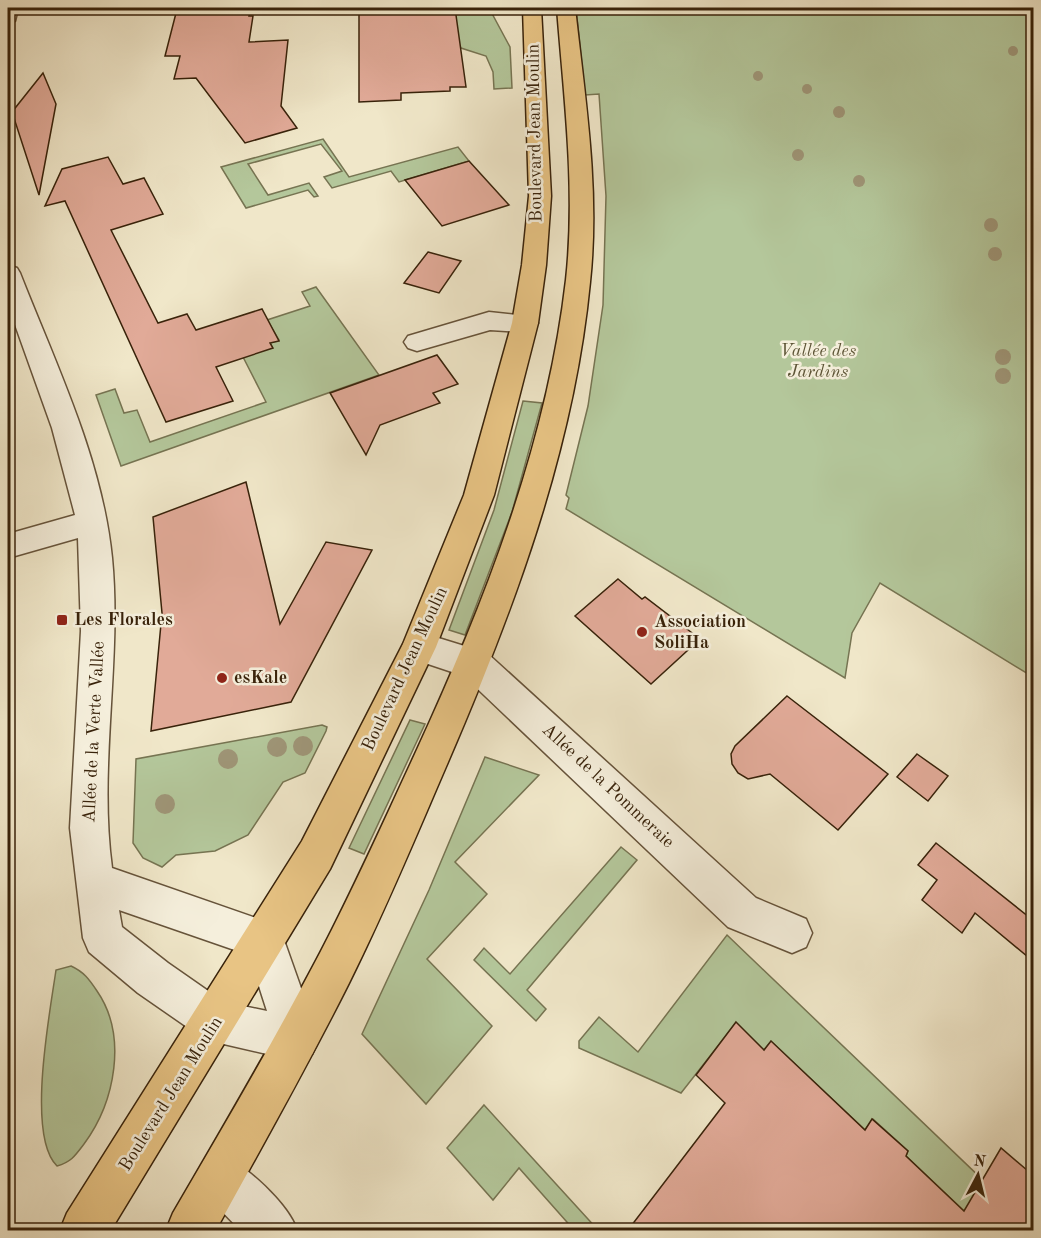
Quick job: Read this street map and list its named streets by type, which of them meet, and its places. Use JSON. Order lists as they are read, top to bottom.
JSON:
{
  "streets": {
    "main road": ["Boulevard Jean Moulin"],
    "street": ["Allée de la Verte Vallée", "Allée de la Pommeraie"]
  },
  "crossings": [
    ["Boulevard Jean Moulin", "Allée de la Verte Vallée"],
    ["Boulevard Jean Moulin", "Allée de la Pommeraie"]
  ],
  "parks": ["Vallée des Jardins"],
  "places": {
    "transit": ["Les Florales"],
    "other": ["Association SoliHa", "esKale"]
  },
  "north": "top"
}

■ ■ ■ ■ ■

__PROBLEM STATEMENT__
Leave out the images and write out the listing above exactly.

__WRITTEN SOLUTION__
Quick job: Read this street map and list its named streets by type, which of them meet, and its places. Use JSON. Order lists as they are read, top to bottom.
JSON:
{
  "streets": {
    "main road": ["Boulevard Jean Moulin"],
    "street": ["Allée de la Verte Vallée", "Allée de la Pommeraie"]
  },
  "crossings": [
    ["Boulevard Jean Moulin", "Allée de la Verte Vallée"],
    ["Boulevard Jean Moulin", "Allée de la Pommeraie"]
  ],
  "parks": ["Vallée des Jardins"],
  "places": {
    "transit": ["Les Florales"],
    "other": ["Association SoliHa", "esKale"]
  },
  "north": "top"
}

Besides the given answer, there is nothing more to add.